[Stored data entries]
+ + + +

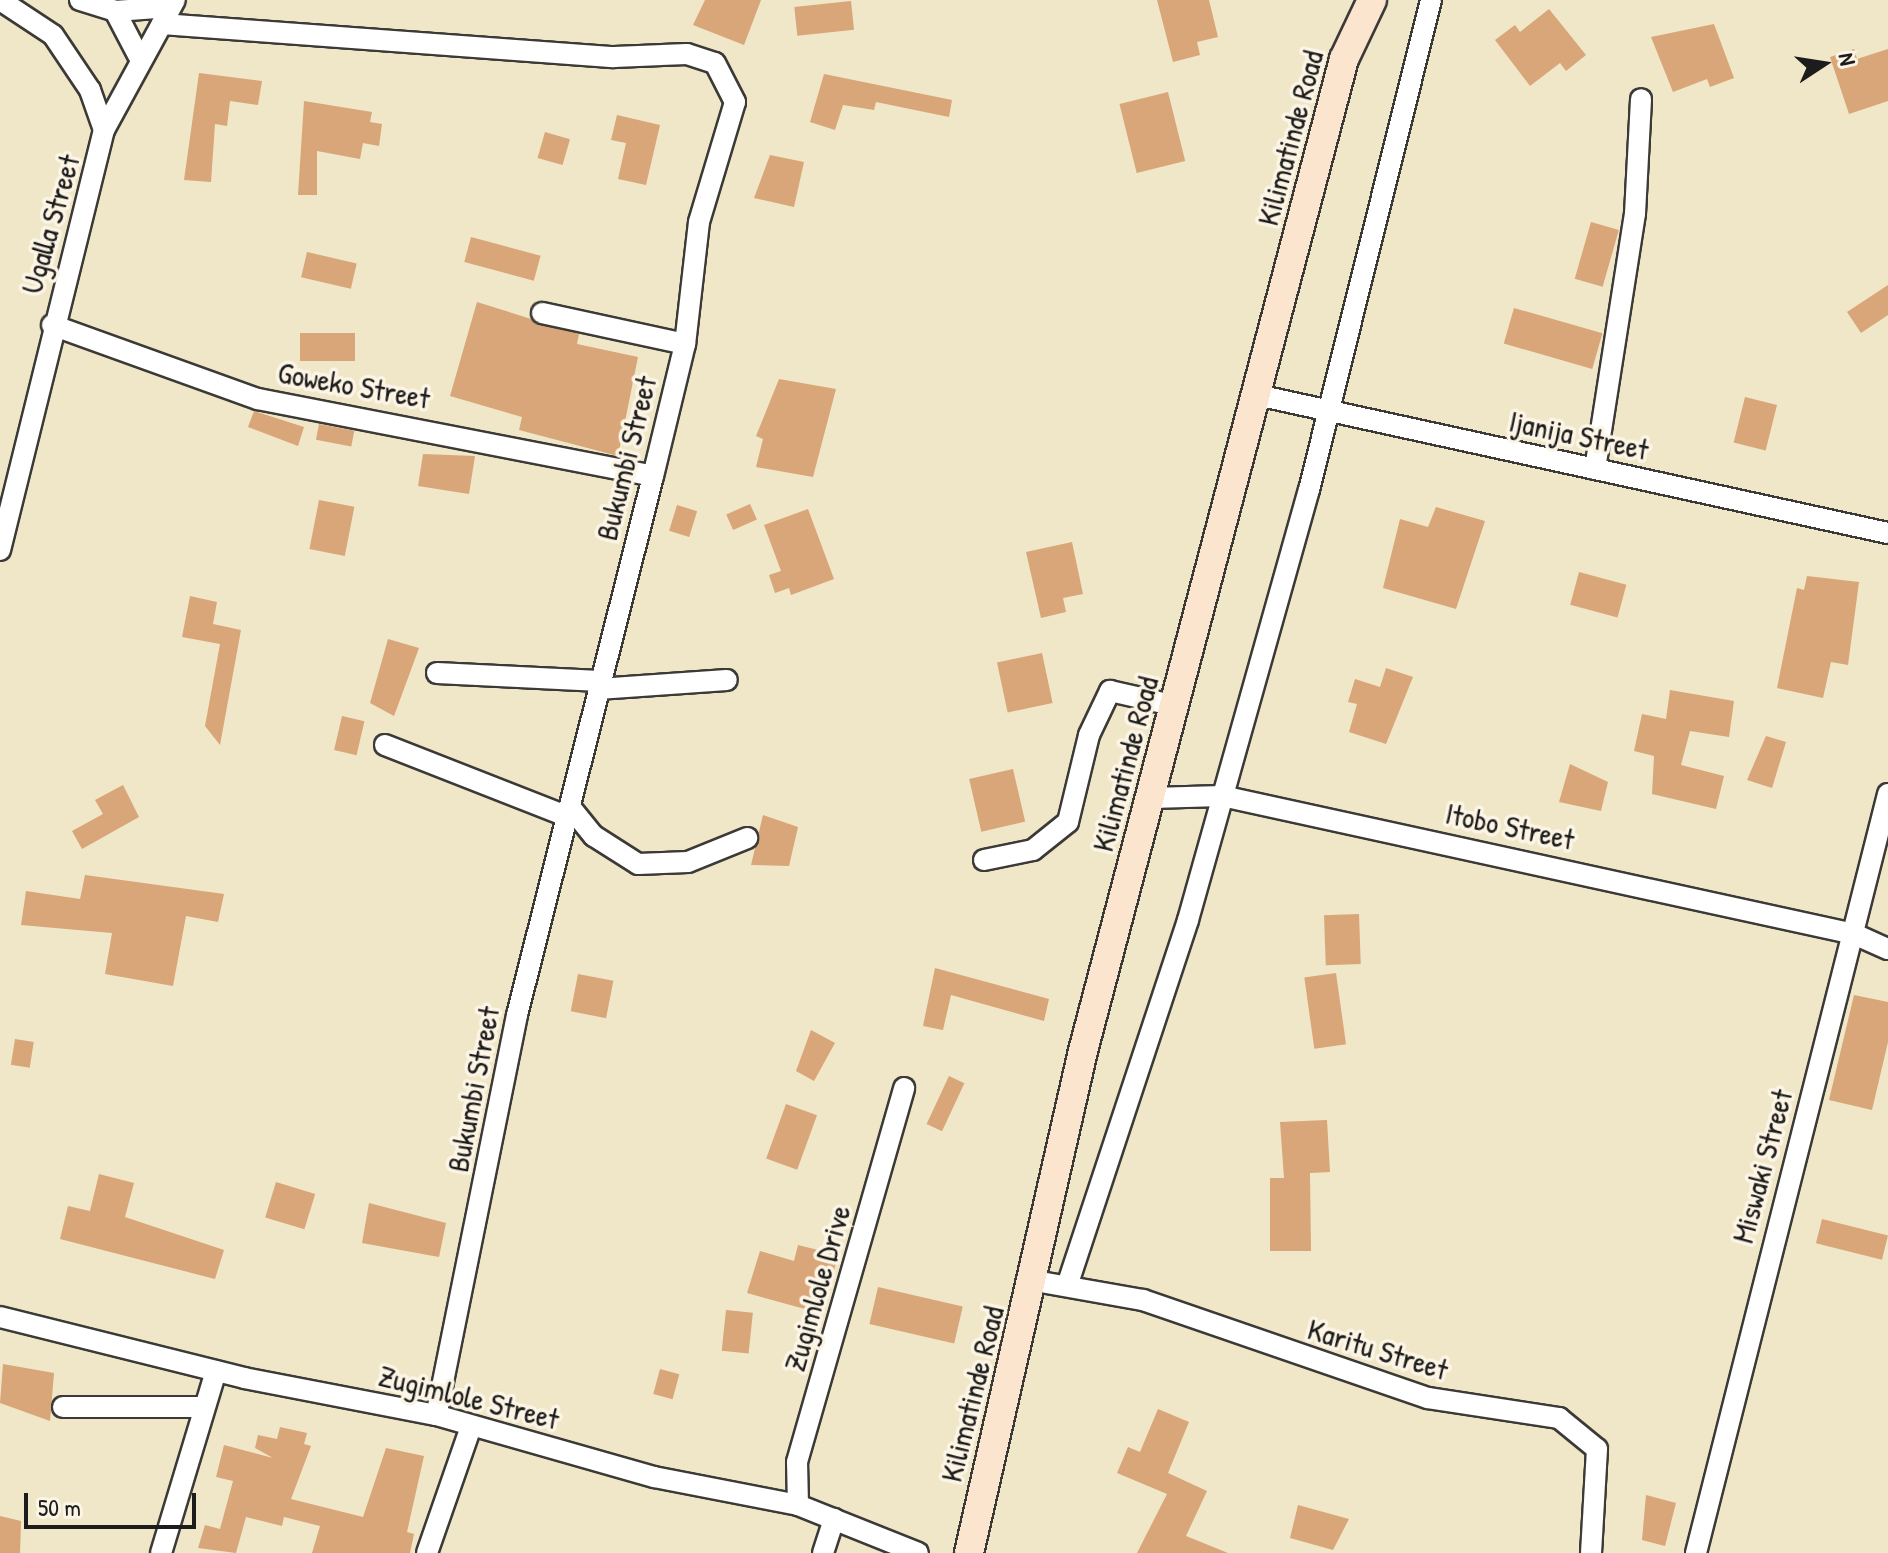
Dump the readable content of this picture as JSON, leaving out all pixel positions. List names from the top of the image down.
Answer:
{
  "streets": {
    "main road": ["Kilimatinde Road"],
    "street": [
      "Ugalla Street",
      "Goweko Street",
      "Ijanija Street",
      "Bukumbi Street",
      "Itobo Street",
      "Miswaki Street",
      "Zugimlole Drive",
      "Karitu Street",
      "Zugimlole Street"
    ]
  },
  "crossings": [
    ["Kilimatinde Road", "Ijanija Street"],
    ["Kilimatinde Road", "Itobo Street"],
    ["Kilimatinde Road", "Karitu Street"],
    ["Ugalla Street", "Goweko Street"],
    ["Goweko Street", "Bukumbi Street"],
    ["Bukumbi Street", "Zugimlole Street"],
    ["Itobo Street", "Miswaki Street"],
    ["Zugimlole Drive", "Zugimlole Street"]
  ],
  "scale_bar": "50 m",
  "north": "right"
}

+ + + +

*TASK:* Print the records above exactly as they stand, but leave out the pictures.

*EXERCISE SOLUTION:*
Dump the readable content of this picture as JSON, leaving out all pixel positions. List names from the top of the image down.
Answer:
{
  "streets": {
    "main road": ["Kilimatinde Road"],
    "street": [
      "Ugalla Street",
      "Goweko Street",
      "Ijanija Street",
      "Bukumbi Street",
      "Itobo Street",
      "Miswaki Street",
      "Zugimlole Drive",
      "Karitu Street",
      "Zugimlole Street"
    ]
  },
  "crossings": [
    ["Kilimatinde Road", "Ijanija Street"],
    ["Kilimatinde Road", "Itobo Street"],
    ["Kilimatinde Road", "Karitu Street"],
    ["Ugalla Street", "Goweko Street"],
    ["Goweko Street", "Bukumbi Street"],
    ["Bukumbi Street", "Zugimlole Street"],
    ["Itobo Street", "Miswaki Street"],
    ["Zugimlole Drive", "Zugimlole Street"]
  ],
  "scale_bar": "50 m",
  "north": "right"
}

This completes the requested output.